■ **Work to complete**: Among the records that follow, find each line holding the word "above" and copy it.

[Records excerpted from a collection]
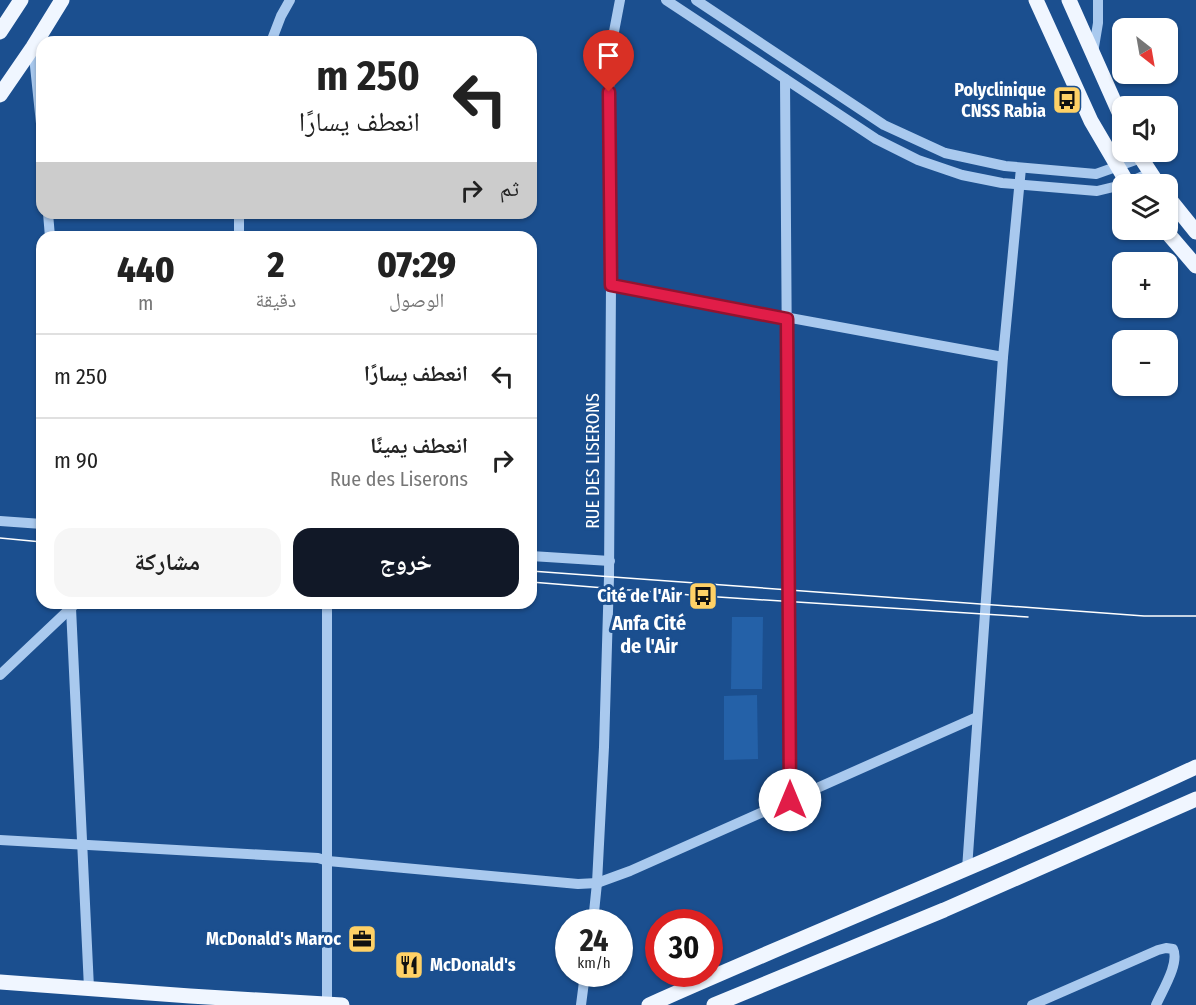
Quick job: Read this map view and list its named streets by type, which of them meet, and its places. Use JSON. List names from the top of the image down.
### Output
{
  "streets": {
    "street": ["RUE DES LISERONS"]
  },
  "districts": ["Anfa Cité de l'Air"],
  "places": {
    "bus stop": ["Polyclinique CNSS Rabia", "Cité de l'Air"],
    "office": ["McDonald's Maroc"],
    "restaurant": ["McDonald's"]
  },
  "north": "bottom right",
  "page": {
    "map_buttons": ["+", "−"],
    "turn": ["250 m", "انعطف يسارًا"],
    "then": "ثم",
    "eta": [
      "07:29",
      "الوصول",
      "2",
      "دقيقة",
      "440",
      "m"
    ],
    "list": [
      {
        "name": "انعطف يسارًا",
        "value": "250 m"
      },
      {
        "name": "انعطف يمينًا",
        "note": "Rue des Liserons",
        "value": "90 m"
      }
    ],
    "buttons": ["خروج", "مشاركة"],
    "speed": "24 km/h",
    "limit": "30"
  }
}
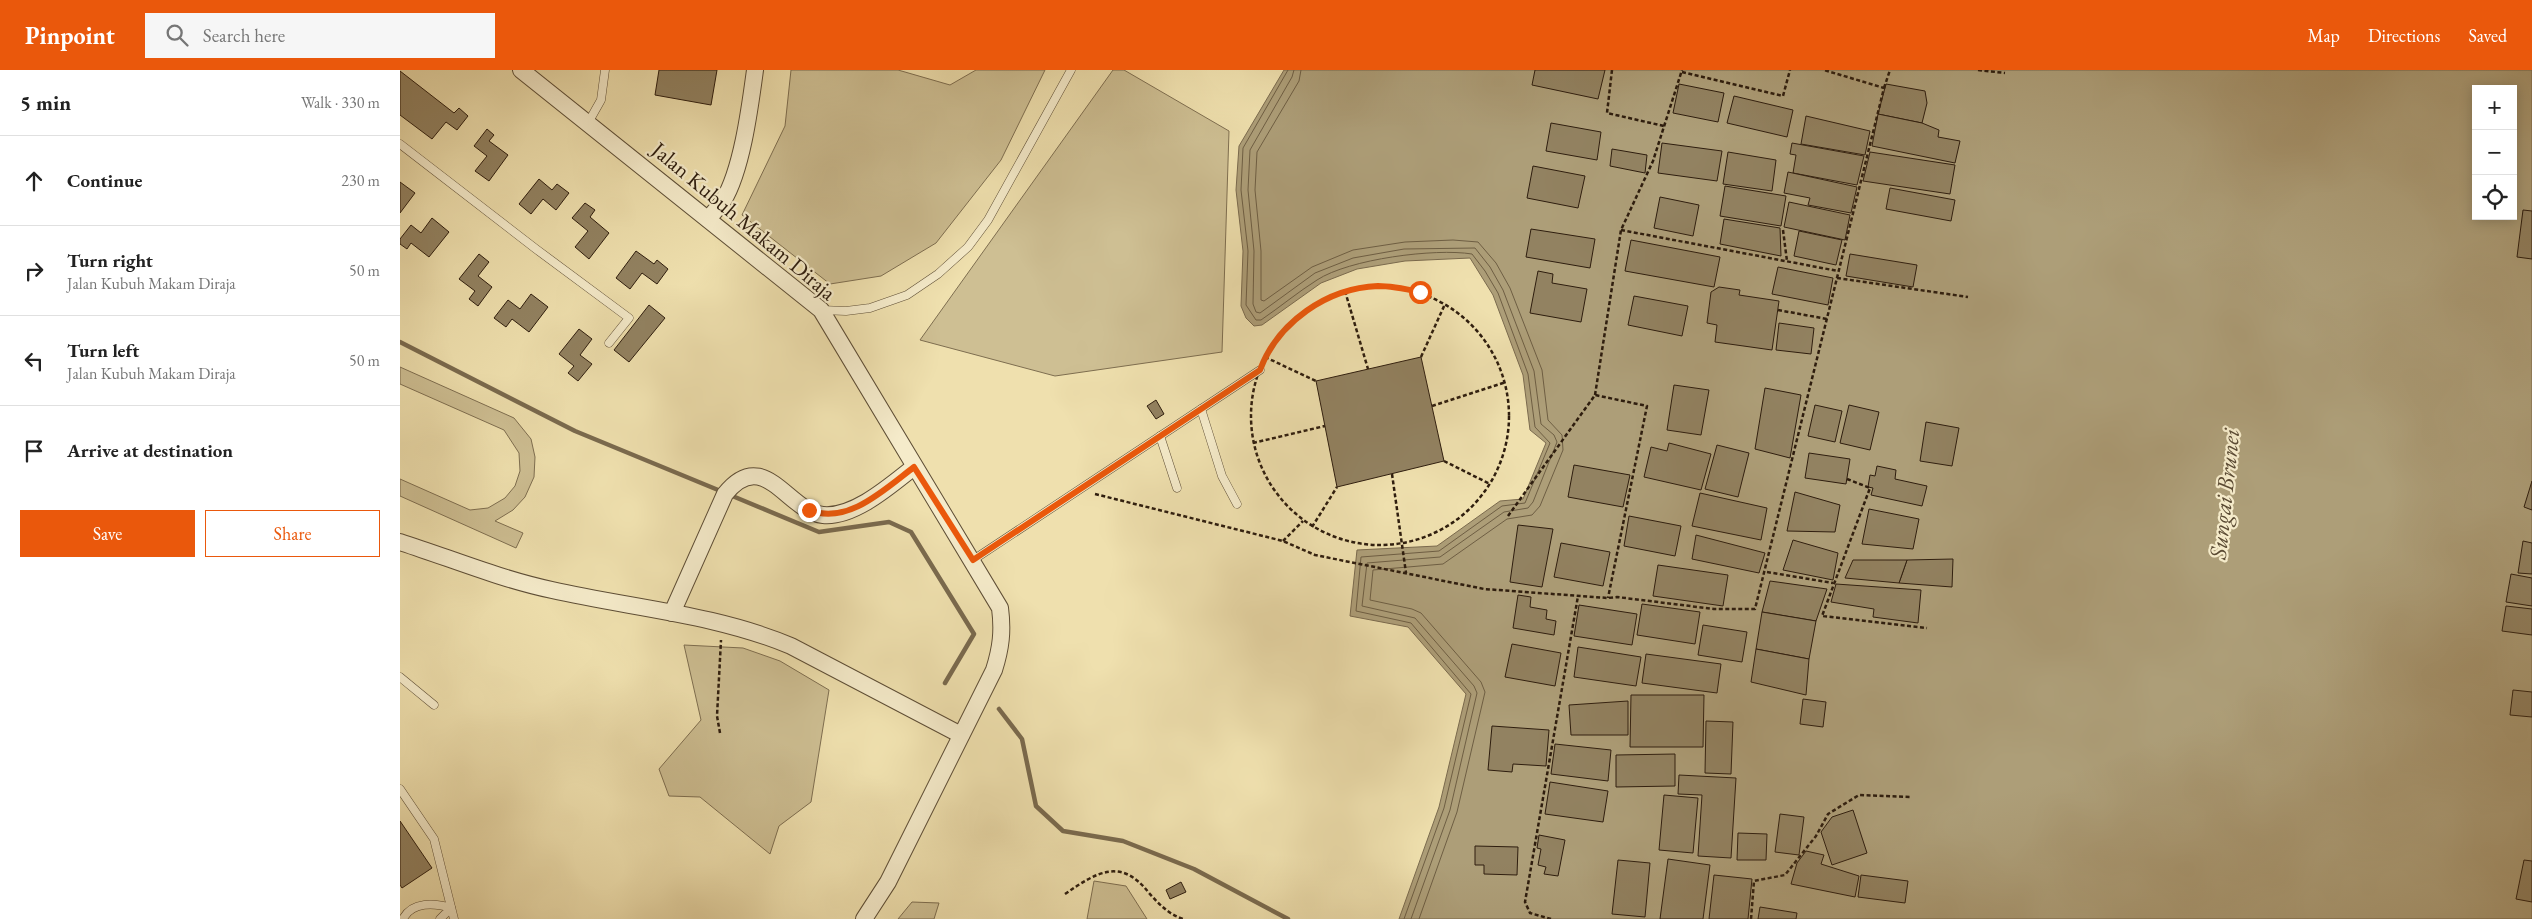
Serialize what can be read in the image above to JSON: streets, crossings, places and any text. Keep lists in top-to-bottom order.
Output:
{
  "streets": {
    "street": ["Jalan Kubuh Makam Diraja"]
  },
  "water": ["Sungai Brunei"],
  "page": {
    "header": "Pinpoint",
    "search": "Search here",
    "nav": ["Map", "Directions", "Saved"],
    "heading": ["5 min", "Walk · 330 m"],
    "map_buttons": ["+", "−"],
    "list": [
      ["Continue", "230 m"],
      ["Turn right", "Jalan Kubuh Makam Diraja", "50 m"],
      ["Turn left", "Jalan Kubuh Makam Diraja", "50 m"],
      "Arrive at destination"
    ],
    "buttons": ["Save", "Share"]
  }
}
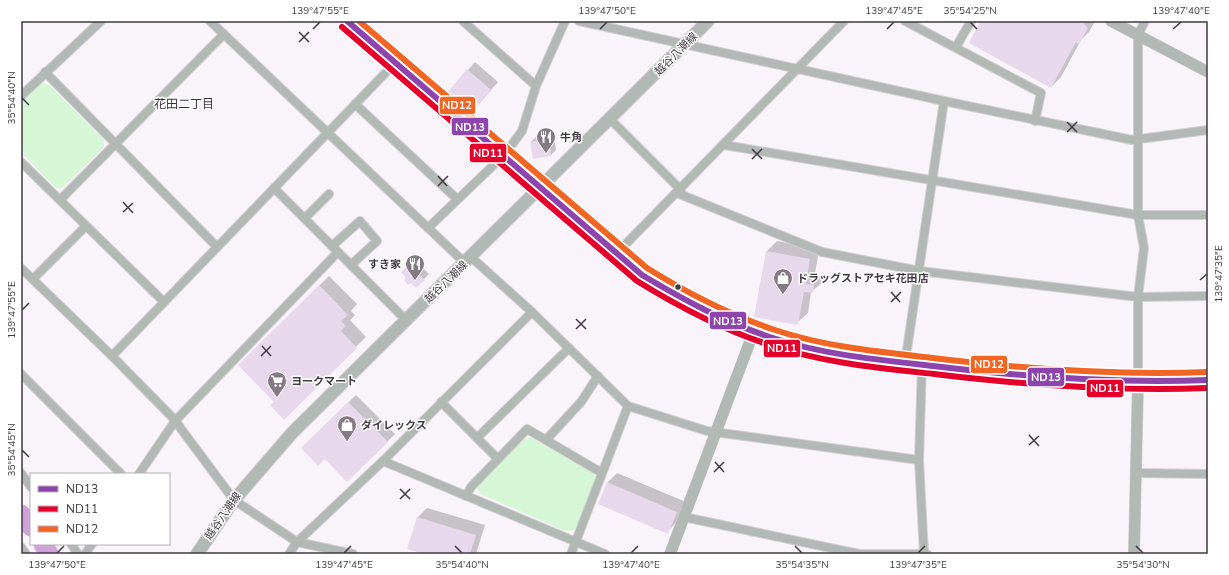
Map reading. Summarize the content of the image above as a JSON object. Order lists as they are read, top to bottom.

■ **Answer to this problem**:
Serialize what can be read in the image above to JSON: streets, crossings, places and any text. Keep lists in top-to-bottom order.
Map reading. Summarize the content of the image above as a JSON object. Order lists as they are read, top to bottom.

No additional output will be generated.